WARE — Hand, foot, and mouth disease, a mild, contagious viral infection common in young children, is characterized by sores in the mouth and a rash on the hands and feet.
“The virus is most commonly caused by a coxsackievirus, can occur at any time of year but is most common in the summer and fall, and often the disease breaks out within a community,” said Dr. Richard Gerstein, chair of Emergency Medicine at Baystate Mary Lane Hospital.
According to the Centers for Disease Control and Prevention, hand, foot, and mouth disease is spread from person to person by direct contact with the virus through nose and throat secretions such as saliva, sputum, or nasal mucus, fluid in blisters, and the stool of infected persons. The viruses may be spread when infected persons touch objects and surfaces that are then touched by others. Infected persons are most contagious during the first week of the illness.
The viruses that cause hand, foot, and mouth disease can remain in the body for weeks after a person’s symptoms have gone away. This means that infected people can still pass the infection to others even though they may appear well. Also, some people who are infected and shedding the virus, including most adults, may have no symptoms. Hand, foot, and mouth disease is not transmitted to or from pets or other animals.
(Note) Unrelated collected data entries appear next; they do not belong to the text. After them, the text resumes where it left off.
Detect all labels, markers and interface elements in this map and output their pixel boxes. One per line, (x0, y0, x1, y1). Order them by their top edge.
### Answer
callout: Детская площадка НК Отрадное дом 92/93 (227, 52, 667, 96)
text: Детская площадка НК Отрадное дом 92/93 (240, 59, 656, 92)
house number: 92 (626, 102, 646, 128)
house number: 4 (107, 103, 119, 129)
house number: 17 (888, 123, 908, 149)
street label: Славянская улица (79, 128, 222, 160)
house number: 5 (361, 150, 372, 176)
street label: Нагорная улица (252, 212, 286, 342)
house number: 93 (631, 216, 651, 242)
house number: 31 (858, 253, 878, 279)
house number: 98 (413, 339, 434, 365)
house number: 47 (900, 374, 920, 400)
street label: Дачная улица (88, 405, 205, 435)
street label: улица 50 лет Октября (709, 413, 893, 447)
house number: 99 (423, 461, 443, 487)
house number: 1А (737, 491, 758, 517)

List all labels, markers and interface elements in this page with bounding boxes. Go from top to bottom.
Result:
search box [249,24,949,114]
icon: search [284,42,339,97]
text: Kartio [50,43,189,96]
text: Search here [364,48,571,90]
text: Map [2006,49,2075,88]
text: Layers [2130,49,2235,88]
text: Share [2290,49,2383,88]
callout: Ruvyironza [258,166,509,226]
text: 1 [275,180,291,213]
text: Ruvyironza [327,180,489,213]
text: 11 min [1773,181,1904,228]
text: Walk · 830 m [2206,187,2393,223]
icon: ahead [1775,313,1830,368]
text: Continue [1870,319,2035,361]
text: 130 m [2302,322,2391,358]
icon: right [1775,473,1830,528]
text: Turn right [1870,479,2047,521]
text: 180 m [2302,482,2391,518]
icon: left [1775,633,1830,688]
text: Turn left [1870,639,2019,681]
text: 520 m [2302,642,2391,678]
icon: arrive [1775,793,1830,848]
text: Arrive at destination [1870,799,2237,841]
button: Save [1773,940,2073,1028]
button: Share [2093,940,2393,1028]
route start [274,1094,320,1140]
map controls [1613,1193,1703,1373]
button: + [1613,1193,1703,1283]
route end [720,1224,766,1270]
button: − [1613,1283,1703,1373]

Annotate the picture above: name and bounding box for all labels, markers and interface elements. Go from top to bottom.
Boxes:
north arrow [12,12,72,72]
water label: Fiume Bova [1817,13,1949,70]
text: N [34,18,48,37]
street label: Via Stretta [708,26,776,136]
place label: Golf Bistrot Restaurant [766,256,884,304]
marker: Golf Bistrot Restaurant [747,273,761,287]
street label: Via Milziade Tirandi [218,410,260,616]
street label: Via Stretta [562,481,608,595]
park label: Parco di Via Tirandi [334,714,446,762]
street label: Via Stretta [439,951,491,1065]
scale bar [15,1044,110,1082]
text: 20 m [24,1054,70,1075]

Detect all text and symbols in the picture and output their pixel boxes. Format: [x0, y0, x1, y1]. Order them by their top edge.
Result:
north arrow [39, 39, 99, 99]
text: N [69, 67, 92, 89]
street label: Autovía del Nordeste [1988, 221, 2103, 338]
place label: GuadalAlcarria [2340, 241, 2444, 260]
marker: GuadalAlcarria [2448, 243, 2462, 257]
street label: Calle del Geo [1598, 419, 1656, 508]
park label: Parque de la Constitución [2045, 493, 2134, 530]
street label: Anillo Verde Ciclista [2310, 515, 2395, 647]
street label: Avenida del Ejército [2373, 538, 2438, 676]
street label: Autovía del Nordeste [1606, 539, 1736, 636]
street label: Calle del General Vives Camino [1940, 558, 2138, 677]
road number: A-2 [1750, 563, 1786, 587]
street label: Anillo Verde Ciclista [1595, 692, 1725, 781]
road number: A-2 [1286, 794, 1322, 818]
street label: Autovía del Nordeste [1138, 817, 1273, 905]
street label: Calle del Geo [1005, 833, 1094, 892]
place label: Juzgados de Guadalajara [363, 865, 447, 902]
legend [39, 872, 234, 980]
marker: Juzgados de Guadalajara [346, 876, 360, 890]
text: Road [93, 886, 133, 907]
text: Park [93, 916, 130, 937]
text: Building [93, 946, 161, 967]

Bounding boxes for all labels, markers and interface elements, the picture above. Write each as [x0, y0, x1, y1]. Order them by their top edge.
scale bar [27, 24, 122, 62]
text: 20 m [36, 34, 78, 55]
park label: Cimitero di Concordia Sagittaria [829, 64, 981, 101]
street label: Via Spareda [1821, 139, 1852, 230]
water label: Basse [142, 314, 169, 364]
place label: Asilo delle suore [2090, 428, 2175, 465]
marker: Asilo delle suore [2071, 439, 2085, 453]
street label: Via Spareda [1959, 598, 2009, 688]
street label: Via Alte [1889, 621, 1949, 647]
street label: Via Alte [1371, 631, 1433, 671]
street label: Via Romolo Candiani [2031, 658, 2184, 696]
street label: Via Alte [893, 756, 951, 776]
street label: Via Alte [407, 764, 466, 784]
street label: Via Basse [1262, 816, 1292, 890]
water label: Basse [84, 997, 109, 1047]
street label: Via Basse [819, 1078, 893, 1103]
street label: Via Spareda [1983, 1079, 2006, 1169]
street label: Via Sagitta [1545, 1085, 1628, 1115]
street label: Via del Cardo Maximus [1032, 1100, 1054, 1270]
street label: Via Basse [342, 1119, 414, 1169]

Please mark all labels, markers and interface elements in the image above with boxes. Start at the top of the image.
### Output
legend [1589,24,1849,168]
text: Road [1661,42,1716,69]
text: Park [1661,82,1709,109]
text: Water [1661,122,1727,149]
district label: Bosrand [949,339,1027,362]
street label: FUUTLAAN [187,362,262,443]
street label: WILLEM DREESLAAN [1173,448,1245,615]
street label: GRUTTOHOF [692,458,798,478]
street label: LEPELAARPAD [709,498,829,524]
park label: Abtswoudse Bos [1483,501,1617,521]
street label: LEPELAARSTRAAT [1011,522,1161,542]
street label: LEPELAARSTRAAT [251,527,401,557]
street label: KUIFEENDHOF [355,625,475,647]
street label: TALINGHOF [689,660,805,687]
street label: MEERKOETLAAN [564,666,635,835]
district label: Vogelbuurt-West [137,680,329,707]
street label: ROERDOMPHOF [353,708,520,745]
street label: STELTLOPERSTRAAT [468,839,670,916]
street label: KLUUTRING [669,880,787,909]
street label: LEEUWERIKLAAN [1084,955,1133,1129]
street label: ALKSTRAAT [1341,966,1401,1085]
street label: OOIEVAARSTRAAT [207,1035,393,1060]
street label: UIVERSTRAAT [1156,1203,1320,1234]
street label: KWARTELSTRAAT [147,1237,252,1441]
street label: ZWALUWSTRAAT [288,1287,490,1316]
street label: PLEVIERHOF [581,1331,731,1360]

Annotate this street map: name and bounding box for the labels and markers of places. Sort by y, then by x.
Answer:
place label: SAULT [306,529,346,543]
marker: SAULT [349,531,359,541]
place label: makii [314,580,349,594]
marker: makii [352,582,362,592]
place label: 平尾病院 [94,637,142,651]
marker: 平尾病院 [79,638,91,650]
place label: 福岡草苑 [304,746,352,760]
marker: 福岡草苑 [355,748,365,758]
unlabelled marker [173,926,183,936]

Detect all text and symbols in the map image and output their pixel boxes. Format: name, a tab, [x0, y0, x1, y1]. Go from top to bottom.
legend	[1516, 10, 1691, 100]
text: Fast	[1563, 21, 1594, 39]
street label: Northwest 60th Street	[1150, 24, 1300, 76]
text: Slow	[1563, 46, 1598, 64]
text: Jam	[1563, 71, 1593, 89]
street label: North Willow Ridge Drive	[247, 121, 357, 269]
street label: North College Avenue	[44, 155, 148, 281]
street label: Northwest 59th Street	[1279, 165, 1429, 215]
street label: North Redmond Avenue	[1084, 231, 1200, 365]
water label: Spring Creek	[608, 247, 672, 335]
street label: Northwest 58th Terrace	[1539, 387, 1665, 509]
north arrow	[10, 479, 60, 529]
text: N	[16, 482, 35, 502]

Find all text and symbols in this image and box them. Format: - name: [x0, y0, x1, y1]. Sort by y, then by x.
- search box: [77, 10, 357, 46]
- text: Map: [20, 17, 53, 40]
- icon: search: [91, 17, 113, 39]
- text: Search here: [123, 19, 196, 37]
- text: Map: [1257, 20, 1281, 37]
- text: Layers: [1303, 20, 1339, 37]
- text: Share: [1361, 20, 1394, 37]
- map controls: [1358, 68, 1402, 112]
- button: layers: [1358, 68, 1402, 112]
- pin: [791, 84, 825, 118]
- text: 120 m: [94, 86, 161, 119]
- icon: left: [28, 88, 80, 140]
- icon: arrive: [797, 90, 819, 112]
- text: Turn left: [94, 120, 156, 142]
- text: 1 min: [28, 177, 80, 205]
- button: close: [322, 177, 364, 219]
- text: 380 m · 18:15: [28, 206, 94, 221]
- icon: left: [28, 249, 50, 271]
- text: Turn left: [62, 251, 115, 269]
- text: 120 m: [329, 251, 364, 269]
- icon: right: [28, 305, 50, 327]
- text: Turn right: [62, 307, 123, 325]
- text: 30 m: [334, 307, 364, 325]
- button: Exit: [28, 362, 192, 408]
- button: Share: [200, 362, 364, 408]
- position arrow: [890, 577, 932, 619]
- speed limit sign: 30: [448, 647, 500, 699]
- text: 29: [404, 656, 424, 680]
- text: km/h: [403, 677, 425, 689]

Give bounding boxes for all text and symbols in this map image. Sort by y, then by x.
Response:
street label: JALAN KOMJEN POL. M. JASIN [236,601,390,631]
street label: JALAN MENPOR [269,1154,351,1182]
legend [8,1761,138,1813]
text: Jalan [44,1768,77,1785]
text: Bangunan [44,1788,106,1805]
“Once exposed to the virus, it usually takes 3 to 6 days for a person to get symptoms,” said Gerstein. “Hand, foot, and mouth disease usually starts with a fever, poor appetite, a vague feeling of being unwell, and a sore throat. A day or two after the fever starts, painful sores usually develop in the mouth. They begin as small red spots that blister and that often become ulcers. A skin rash may also develop over one to two days. The rash has flat or raised red spots, sometimes with blisters. The rash is usually on the palms of the hands and soles of the feet; it may also appear on the knees, elbows, buttocks, or genital area. The sores and blisters usually go away in a week or so.
“Most children who develop hand, foot, and mouth disease require little medical attention; it’s a virus that just needs to run its course,” he continued. “If your child has a relatively mild case of this illness, you won’t have to do much beyond watching his temperature and making sure he’s taking in enough liquids and food. However, dehydration can be a concern if the sores in the mouth become extremely painful, which might make it difficult for a child to eat and drink. If a child refuses to drink, he or she should be examined by a physician and may need IV fluids to keep from becoming dehydrated.”
People can reduce their risk of infection from hand, foot, and mouth disease by washing their hands often and thoroughly, washing and disinfecting toys and other objects that might have germs on them, and trying to avoid infected children.
“Hand, foot, and mouth disease is common in children but can also occur in adults. Health complications are not common, if you’re not sure that you are dealing with hand, foot, and mouth disease, your pediatrician or family practitioner can confirm a diagnosis by taking a look,” said Gerstein. “As always, when in doubt, trust your instincts and call your doctor when your child is sick, especially if you think that your child is ill-appearing, if your child’s symptoms are worsening, even if he was recently seen by the doctor.”